● **Supplied material**

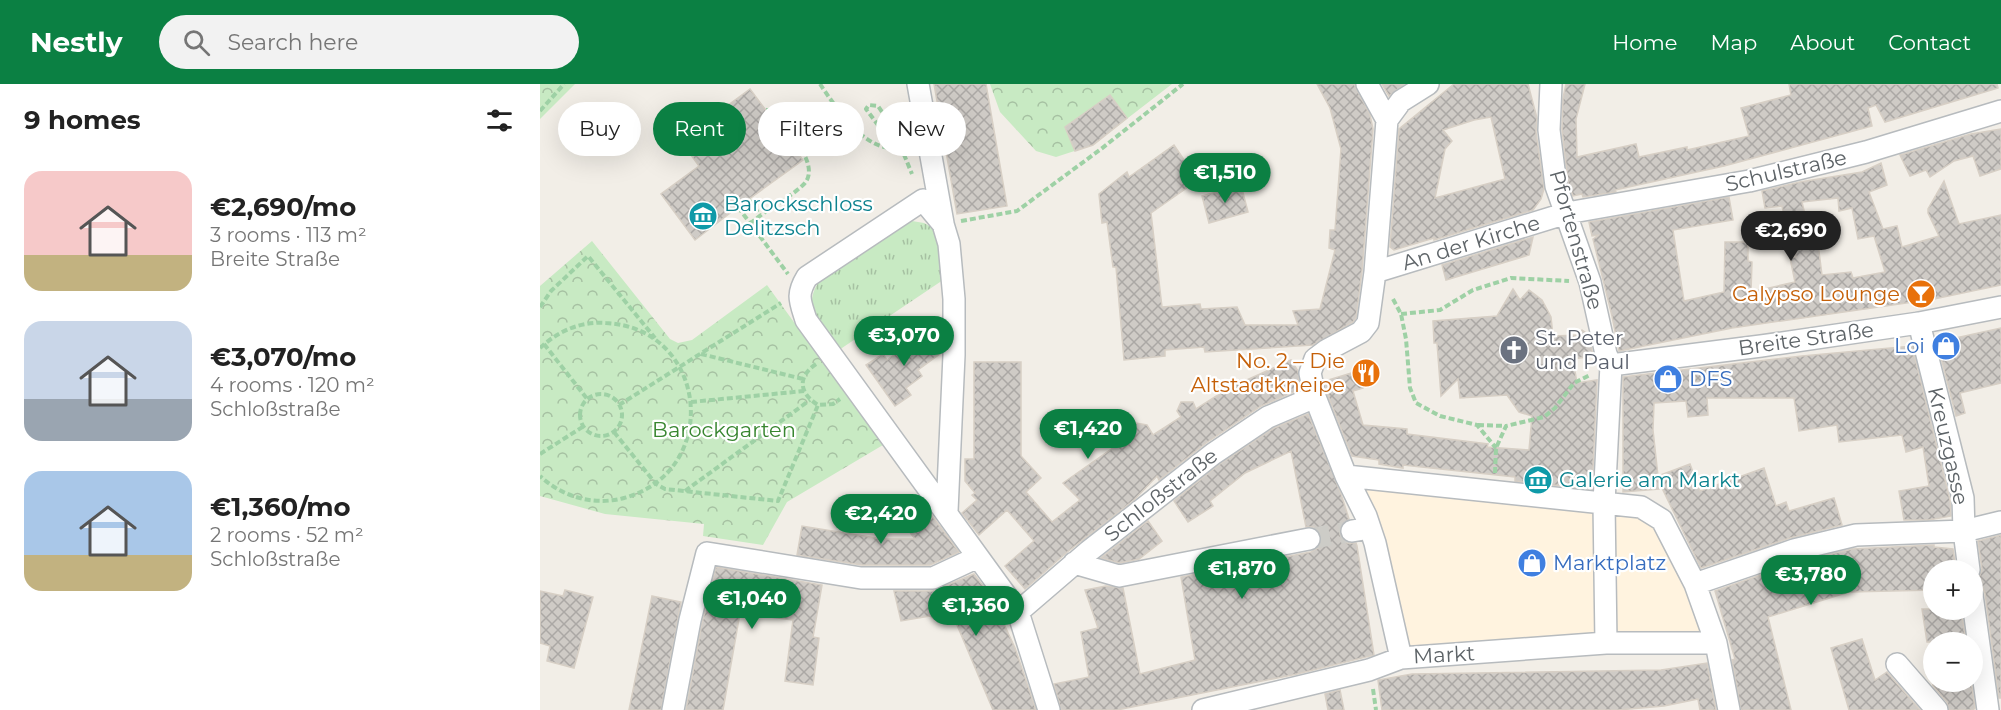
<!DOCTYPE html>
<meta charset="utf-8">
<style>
:root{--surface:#fff;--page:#f2f2f2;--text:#222;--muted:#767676;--accent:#0b8043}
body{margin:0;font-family:Montserrat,sans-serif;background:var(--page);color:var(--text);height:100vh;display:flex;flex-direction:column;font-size:22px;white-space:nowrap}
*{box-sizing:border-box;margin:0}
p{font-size:20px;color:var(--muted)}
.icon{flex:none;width:33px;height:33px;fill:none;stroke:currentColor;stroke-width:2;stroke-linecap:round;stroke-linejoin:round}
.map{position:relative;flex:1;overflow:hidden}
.details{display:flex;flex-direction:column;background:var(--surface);width:540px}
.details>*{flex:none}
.guide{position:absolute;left:18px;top:18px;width:570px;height:54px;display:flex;gap:12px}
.tools{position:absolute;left:1383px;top:476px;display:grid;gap:12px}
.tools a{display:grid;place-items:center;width:60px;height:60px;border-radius:50%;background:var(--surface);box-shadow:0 6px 24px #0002;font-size:30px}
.price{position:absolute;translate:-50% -51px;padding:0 14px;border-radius:21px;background:var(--accent);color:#fff;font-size:20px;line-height:39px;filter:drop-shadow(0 2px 3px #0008)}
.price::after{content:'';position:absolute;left:50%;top:36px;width:18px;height:14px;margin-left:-9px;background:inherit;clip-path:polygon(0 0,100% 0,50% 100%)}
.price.active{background:#222;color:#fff}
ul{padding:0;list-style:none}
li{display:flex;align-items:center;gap:18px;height:150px;padding:0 24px}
li span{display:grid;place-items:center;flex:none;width:168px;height:120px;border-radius:18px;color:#555}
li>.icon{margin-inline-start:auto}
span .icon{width:72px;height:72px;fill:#fffc;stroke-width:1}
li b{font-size:26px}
h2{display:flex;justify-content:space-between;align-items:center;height:72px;padding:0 24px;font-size:26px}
.chip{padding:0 21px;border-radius:27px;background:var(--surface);box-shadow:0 6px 24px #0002;font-size:21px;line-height:54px}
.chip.active{background:var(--accent);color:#fff}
header{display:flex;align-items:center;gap:36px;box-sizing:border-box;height:84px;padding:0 30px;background:var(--accent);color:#fff}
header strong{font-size:28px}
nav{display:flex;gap:33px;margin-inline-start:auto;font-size:21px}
.search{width:420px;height:54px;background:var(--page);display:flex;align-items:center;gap:15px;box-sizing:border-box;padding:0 21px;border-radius:33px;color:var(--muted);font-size:22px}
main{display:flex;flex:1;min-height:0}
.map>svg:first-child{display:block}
</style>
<header>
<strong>Nestly</strong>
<div class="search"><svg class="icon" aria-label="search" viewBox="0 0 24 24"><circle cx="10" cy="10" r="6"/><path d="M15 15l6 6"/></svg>Search here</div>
<nav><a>Home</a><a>Map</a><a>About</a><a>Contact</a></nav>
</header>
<main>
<section class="details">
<h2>9 homes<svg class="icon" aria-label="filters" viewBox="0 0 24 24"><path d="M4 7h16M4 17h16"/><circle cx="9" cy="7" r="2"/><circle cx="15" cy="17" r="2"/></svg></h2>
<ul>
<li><span style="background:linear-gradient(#f6c9c9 70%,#c2b280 0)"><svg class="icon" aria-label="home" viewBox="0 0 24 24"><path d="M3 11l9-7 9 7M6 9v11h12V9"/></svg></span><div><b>€2,690/mo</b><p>3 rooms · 113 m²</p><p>Breite Straße</p></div></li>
<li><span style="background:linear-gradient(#c9d6e8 65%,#9aa5b1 0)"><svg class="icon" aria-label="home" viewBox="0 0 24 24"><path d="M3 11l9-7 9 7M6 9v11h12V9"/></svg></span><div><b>€3,070/mo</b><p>4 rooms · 120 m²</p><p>Schloßstraße</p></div></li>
<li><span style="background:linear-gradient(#a9c7e8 70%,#c2b280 0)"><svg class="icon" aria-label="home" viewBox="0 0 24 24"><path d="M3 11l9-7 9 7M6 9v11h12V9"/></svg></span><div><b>€1,360/mo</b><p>2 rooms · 52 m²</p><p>Schloßstraße</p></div></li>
</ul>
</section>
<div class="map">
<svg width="1461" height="626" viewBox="0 0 1461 626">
<defs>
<pattern id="grass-tufts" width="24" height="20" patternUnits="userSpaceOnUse" patternTransform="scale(1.5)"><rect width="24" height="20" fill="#c8eac3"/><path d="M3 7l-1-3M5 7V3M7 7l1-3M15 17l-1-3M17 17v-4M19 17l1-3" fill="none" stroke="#a6c1a2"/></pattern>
<pattern id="forest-crowns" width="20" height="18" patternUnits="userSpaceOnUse" patternTransform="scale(1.5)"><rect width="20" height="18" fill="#c8eac3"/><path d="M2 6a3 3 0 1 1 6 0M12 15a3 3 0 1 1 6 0" fill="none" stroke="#a6c1a2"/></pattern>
<pattern id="building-cross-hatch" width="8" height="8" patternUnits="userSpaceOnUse" patternTransform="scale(1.5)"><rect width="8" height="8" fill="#cfcbc6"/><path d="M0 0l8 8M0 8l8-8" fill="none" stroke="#aba8a5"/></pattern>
</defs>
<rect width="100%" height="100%" fill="#f2eee7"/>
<path fill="#fff3df" d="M806,392L1122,436L1176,559L861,574Z"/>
<path fill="url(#grass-tufts)" d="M372,137L384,139L395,145L406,194L299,266C283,244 261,226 278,199L360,141Z"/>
<path fill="url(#forest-crowns)" d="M0,0H35L0,35Z
M450,0H632L553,61L516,73L496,67L460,28Z
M52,157L130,255L138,259L152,256L227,201L343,361L247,418L223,461L163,452L164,440L65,430L0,412V202Z"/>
<path fill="url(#building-cross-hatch)" stroke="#d7cfc5" stroke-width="1.5" fill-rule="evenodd" d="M394,0H446L467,122L417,130Z
M777,0H814L830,31L833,45L822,187L816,234L813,238L773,261L665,268L664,263L625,266V272L584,276L576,183H573L567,138L562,139L559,110L587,88L589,93L634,61L658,96L611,129L622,223L660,220L661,225L697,223L705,241H758L753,227L780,225L795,166L789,164L790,146H795L801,65L790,24Z
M842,0H864L849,12Z
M914,0H988L997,34L996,48L1004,105L1001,115L993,126L894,156V154L854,166L850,163L859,45ZM951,33L965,95L895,114L905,65L912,57L903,46L934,36Z
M1026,0H1045L1036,35L1037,73L1096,60L1099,73L1147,63V66L1209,52L1201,24L1251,11L1249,0H1457L1458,4L1345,38L1336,21L1328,24L1332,42L1184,82L1075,106L1076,108L1043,113L1042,110L1033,112L1028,99L1022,45L1023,14Z
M210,5L263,76L198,123L155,156L121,110L159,82L148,67L162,57L173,71L203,51L183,25Z
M570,11L587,34L553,61L535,67L525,43Z
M1461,45V85L1440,92L1433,72L1414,77L1390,93L1386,86L1370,92L1360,71L1431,50Z
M1341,79L1347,101L1329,108L1343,145L1357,142L1362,163L1399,152L1388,129V125L1404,97L1419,140L1461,131V201L1394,215L1192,244L1079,267L1072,232L1053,155L1059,151L1052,152L1049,138L1189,113L1193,136L1133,146L1144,217L1184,208L1185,158H1208V177L1212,178L1211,208L1255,198L1250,174L1256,173L1250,139L1246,140L1242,122L1225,124L1222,107L1260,98L1322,88ZM1298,114L1299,127L1312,124L1318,155L1334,152L1345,188L1313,194L1311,188L1282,191L1277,152H1270L1262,118Z
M701,101L708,128L669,139L662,112Z
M993,153L989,171L906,196L902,181Z
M973,205L980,216L989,206L1002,216L1011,233L1013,252L1039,251L1042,246L1049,251L1053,272L1033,275L1037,299L1057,296L1052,405L975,397V393L863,381V384L839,380V376L812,372L787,309L785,297L818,287L823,304L813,307L823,341L867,345V350L948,360L947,363L989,366L992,332L979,328L967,311L920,314L918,295L901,312L897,259H894L893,237L957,232Z
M1461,244V299L1420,309L1425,329L1416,332L1397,258Z
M383,250L388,257L395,252L401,261V269L378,286L382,292L366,304L371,311L355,322L326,281L343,270L347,276Z
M1372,262L1410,416L1411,432L1389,436H1364L1359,407L1389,402L1383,363L1366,368L1362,351L1299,358L1297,341L1259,347L1254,314H1167L1168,331L1148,333L1146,317L1114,319L1113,346L1118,392L1150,380L1160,407L1224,384L1236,422L1246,418L1249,427L1294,414L1302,441L1250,454L1161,484L1118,396L1119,405L1083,408V293L1262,272Z
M751,276L758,287L760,305L721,322L666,359L619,396L617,392L594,416L526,469L485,505L465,482L494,457L467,426L439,451L422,429L437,416L432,411L435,409L425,397V375H434V278H481V372L501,394L486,408L512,438L540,416L523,399L577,361L572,353L578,336L607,341L613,351L641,333L637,327L641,318H653L656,325L689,304Z
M768,330L801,410L809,435L800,442V450L802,455L807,459H816L817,462L834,571L757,590L577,626H521L514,600L549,593L541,548L558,544L545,506L566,502L583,504L600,590L655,576L641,493L771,468L778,464L781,459V452L779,447L774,443H766L751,367L705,389L670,417L673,422L648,438L634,417L680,380L734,344Z
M384,421L419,468L390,481H322L257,471L262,442L342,455H375L362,438Z
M608,437L622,457L599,475L580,479L561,474Z
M1461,451V614H1459L1445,509L1442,503L1432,498L1440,491L1442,485L1438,457Z
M1394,461V463L1413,465L1416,486H1394V506L1309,508L1228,533L1251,626H1201L1192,576L1195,575L1175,507L1258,478L1312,465Z
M176,483L282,501L273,553L279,554L273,601L245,597L253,536L200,529L183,626H146L162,539Z
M434,490L452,514L475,564L496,626H453L414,534L398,538L390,532L361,537L354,507H393Z
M25,506L53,513L34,584L7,577L10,562L0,559V507L23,512Z
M112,512L141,518L121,626H89Z
M1382,525H1421L1426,558H1387Z
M1322,555L1335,596L1347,588L1380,626H1309L1291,564Z
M1167,579L1176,626H1160L1158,615L1124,622L1078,626H842L838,596L872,590L1121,586Z
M1392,597H1431L1435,624L1433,626H1409L1407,618L1393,602Z
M800,606L804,626H788L785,610Z"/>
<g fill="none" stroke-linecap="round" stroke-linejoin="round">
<path stroke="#cdccc7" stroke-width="21" stroke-dasharray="21 10" stroke-linecap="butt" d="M769,455L812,447"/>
<g stroke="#b7bbbe" stroke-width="24">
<path id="minor" d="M378,0L403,139
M827,0L847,36L835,188L828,239L821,248L787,266L775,275L770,289L775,313L806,392L826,432L835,459L861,574
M1011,0L1009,46L1016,102L1050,198L1066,270L1071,281L1064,419L1066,559
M847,36L861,17L888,0
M835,188L1027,129L1209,97L1326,68L1461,27
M1379,239L1423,414L1424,447L1429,486
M1071,281L1221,262L1379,239L1461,223
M806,392L1101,423L1122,436L1155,500L1176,559L1189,626
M407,427L414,271V215L409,160L403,140L383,116L267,193C256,211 260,217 266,236L478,528L509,626
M812,447L830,444
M534,479L579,492L769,455
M1155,500L1254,466L1316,451L1424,447L1461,438
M1432,511L1448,626
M478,528L549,467L673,370L728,333L775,313
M1357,580L1397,626
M133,626L150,536L167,469L321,494H393L438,473
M663,626L829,586L861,574L1066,559H1176"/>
</g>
<path stroke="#9ed1a5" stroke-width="4" stroke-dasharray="6 3" stroke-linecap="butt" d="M280,0C295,22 321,62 350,64L353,61L326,25L329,21L338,22L353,44L372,90
M0,27L24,0
M209,116L220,131
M198,123L248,190
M421,137L477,127L561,65L643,0
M210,140C226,125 249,115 264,100C283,80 242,40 228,26H226
M853,215L861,230L866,255L870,304L876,319L900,332L937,341L956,364
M0,223L11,207L48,172L115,254
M861,230L900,226L933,206L971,194L1029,197
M4,260L48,316
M0,264C18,247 41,237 66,239C168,244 183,387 84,414C54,422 22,413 0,392
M161,270L263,295
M276,280C257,293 259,309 278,321L293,320L300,315
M40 331a21 21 0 1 1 42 0a21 21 0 1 1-42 0Z
M151,318L264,307
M79,321L241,219
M938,341L966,342
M74,348L116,400L125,405L238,417L278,321
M0,370L44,342
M955,389L956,364L966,342L1004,333L1015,324L1034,299L1050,291
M145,407L270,316
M833,605L836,626"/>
<use href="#minor" stroke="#fff" stroke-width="21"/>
</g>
<defs>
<g id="museum-disc" transform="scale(1.5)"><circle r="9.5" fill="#0f9aa8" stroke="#fff"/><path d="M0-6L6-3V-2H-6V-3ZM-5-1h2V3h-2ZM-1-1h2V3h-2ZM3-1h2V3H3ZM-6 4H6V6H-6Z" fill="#fff"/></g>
<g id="bar-disc" transform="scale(1.5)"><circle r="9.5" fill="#e8710a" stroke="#fff"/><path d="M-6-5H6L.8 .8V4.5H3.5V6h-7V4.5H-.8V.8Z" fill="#fff"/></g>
<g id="shop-disc" transform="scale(1.5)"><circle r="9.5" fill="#3f7fe0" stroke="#fff"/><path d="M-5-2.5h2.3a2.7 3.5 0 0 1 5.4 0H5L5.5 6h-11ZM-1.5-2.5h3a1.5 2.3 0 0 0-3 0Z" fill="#fff"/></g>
<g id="church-disc" transform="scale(1.5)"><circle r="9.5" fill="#6b7280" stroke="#fff"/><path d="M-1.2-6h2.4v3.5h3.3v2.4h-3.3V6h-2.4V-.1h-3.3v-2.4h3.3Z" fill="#fff"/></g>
<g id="restaurant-disc" transform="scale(1.5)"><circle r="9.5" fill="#e8710a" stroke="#fff"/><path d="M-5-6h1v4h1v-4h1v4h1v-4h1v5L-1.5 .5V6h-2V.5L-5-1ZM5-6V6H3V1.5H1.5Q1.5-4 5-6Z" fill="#fff"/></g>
</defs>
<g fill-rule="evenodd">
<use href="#museum-disc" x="163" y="132"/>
<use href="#bar-disc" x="1381" y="210"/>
<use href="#shop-disc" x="1406" y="262"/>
<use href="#church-disc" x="974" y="266"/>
<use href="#restaurant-disc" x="826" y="289"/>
<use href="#shop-disc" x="1128" y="295"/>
<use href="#museum-disc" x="998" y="396"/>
<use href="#shop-disc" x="992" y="479"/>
</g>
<g text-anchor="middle" stroke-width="4.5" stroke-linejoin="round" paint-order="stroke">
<g font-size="21" fill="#5e6468" stroke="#fff">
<text transform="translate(1246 87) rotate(-13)" y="7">Schulstraße</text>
<text transform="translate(1036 156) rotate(74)" y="7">Pfortenstraße</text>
<text transform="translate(931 159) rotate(-17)" y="7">An der Kirche</text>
<text transform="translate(1266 255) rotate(-8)" y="7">Breite Straße</text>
<text transform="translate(1408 362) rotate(77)" y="7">Kreuzgasse</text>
<text transform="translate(621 411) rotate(-38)" y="7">Schloßstraße</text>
<text transform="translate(904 571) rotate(-3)" y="7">Markt</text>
</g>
<g font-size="21" fill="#0d838f" stroke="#fff" text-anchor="start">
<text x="184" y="127">Barockschloss<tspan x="184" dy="24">Delitzsch</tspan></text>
<text x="1019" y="403">Galerie am Markt</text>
</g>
<g font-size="21" fill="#c56008" stroke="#fff" text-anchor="end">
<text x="1360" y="217">Calypso Lounge</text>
<text x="805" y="284">No. 2 – Die<tspan x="805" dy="24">Altstadtkneipe</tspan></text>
</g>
<g font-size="21" fill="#5b616d" stroke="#fff" text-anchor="start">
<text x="995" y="261">St. Peter<tspan x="995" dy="24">und Paul</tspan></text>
</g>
<g font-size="21" fill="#366cbe" stroke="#fff" text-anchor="start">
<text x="1385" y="269" text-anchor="end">Loi</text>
<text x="1149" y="302">DFS</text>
<text x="1013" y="486">Marktplatz</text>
</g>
<g font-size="21" fill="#388630" stroke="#fff">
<text x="184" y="353">Barockgarten</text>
</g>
</g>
</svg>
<div class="tools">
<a>+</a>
<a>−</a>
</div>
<b class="price" style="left:685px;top:120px">€1,510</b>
<b class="price active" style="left:1251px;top:178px">€2,690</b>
<b class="price" style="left:364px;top:283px">€3,070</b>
<b class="price" style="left:548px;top:376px">€1,420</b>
<b class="price" style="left:341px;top:461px">€2,420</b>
<b class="price" style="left:702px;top:516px">€1,870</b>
<b class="price" style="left:1271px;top:522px">€3,780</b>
<b class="price" style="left:212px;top:546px">€1,040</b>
<b class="price" style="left:436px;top:553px">€1,360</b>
<div class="guide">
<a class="chip">Buy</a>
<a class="chip active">Rent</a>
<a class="chip">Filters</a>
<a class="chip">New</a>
</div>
</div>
</main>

● **What is required**
Among the lines of the material, find those holding the word "column" and return them.

● **Task response**
body{margin:0;font-family:Montserrat,sans-serif;background:var(--page);color:var(--text);height:100vh;display:flex;flex-direction:column;font-size:22px;white-space:nowrap}
.details{display:flex;flex-direction:column;background:var(--surface);width:540px}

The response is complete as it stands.